Source data:
*****

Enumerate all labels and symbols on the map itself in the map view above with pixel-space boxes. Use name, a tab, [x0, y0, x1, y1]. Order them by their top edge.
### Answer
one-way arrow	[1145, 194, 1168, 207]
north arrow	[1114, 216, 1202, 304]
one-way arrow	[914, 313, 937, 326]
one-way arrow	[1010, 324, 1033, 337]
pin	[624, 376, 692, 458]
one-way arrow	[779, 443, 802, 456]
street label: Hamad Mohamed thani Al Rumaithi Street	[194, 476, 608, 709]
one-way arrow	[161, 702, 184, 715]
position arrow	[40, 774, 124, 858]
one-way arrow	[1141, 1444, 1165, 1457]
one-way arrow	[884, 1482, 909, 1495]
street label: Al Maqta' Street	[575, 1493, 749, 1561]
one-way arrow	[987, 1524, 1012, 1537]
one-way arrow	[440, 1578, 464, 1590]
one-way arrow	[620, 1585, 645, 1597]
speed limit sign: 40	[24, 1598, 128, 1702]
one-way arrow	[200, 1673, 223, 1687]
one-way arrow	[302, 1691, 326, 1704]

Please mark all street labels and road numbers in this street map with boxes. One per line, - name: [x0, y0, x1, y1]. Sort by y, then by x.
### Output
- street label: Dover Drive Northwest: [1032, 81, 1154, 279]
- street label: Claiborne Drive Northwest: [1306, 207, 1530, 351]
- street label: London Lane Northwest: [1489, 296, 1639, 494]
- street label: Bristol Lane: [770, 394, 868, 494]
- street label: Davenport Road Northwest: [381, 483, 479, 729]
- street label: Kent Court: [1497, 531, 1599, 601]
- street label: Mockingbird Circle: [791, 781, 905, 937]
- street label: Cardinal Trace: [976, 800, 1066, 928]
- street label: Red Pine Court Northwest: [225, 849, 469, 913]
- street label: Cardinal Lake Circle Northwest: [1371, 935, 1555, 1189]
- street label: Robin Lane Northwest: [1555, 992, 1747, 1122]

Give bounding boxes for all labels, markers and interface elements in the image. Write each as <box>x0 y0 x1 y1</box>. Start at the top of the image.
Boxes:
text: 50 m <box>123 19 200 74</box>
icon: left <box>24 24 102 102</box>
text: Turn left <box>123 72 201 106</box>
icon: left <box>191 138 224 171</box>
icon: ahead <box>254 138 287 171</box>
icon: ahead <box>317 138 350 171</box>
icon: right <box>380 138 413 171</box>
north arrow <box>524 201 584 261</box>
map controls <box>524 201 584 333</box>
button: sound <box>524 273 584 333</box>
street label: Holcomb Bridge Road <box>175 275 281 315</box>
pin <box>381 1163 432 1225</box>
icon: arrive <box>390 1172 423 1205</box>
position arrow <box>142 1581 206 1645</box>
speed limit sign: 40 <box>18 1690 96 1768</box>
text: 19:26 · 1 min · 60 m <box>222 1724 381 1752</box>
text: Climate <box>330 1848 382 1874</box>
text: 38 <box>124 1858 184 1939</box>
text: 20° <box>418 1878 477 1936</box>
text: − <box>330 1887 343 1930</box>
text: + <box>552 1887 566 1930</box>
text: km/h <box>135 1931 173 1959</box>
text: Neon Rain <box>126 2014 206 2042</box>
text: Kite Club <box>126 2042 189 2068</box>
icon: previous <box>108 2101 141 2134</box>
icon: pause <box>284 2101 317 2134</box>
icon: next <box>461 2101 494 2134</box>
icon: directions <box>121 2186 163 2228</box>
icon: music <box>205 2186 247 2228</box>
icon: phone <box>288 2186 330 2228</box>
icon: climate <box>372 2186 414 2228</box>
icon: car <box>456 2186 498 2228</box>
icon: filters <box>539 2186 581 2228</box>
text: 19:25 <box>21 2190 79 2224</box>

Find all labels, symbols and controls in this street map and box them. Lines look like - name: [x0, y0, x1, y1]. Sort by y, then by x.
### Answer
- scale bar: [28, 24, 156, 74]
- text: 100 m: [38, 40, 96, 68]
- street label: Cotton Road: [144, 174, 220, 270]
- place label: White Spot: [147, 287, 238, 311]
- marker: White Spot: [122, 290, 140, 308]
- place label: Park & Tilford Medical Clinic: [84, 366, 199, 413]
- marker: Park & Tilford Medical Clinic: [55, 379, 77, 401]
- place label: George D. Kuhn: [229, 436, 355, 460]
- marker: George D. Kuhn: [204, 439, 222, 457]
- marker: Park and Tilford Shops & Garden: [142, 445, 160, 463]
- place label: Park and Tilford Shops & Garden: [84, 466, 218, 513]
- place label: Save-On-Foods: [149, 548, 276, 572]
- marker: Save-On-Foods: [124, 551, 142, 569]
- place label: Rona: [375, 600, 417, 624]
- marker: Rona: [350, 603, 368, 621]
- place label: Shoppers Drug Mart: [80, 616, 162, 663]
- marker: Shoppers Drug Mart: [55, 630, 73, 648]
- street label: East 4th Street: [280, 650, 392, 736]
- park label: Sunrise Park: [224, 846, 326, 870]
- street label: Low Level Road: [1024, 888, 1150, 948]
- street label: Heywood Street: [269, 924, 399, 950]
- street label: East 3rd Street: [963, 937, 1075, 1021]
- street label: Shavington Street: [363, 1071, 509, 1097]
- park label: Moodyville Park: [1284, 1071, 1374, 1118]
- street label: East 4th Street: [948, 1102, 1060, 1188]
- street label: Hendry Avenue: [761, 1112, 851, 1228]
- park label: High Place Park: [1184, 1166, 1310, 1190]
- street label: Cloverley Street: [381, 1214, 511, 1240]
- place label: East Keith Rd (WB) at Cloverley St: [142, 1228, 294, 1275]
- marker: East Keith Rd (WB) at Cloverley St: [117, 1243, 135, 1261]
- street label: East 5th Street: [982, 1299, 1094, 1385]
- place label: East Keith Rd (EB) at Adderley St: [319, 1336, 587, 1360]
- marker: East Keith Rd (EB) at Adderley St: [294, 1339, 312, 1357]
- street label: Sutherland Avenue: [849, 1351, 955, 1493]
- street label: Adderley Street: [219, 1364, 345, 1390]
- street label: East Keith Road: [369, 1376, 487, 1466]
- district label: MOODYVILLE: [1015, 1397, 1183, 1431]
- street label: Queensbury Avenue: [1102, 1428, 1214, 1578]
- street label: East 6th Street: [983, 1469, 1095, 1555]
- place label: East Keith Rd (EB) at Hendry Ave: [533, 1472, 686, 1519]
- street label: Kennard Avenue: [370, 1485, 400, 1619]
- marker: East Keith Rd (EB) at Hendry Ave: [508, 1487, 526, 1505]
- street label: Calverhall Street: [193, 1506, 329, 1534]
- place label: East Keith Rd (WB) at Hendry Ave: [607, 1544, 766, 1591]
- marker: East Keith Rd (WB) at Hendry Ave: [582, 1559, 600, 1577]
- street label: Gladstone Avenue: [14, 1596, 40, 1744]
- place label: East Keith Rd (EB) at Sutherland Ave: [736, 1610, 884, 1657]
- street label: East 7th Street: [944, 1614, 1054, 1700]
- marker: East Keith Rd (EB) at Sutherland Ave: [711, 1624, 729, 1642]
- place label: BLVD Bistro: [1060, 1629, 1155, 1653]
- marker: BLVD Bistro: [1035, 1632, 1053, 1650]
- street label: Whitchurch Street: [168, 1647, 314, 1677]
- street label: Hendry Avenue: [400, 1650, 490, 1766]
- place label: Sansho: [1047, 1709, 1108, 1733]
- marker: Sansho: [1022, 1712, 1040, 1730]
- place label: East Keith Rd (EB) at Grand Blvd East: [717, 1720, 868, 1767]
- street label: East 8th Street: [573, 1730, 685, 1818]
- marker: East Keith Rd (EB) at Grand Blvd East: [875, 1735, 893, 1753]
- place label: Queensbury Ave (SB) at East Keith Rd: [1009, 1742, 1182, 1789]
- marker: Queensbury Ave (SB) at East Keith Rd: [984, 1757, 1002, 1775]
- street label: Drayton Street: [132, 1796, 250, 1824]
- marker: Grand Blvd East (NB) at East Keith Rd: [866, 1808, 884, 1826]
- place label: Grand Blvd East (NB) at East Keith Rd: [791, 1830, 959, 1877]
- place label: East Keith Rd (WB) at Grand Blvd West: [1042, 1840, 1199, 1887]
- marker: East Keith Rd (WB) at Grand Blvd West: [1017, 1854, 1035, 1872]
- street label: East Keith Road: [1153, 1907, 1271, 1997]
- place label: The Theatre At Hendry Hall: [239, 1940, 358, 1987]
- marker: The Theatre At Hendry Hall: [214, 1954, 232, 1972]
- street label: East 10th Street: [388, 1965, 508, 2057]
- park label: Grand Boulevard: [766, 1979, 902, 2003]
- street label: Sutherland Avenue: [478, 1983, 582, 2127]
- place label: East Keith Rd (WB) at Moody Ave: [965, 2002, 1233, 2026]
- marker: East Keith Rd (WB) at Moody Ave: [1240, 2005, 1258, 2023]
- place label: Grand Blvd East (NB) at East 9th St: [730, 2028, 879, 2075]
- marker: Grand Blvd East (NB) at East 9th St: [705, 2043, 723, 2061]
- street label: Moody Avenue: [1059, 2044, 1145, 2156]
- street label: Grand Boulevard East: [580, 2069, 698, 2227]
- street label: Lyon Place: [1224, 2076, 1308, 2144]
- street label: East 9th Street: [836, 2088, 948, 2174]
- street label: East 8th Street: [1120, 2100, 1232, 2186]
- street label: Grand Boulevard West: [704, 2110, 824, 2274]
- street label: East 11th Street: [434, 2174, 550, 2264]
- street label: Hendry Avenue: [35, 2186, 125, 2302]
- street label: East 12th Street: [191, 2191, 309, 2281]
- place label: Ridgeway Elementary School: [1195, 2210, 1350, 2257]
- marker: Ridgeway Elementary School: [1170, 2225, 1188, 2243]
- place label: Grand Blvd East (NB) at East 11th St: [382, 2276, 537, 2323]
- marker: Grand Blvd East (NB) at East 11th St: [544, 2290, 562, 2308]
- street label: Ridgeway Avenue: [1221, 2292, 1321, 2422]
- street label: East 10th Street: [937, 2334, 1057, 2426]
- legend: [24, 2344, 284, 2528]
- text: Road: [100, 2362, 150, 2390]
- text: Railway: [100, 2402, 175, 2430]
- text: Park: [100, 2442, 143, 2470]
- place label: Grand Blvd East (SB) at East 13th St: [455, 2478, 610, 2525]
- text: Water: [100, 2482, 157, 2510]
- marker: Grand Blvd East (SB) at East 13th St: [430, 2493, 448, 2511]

*****

Task prompt: Count the lines in the records above that contain the word "symbols", and reply with only that number.

Reply to the exercise: 2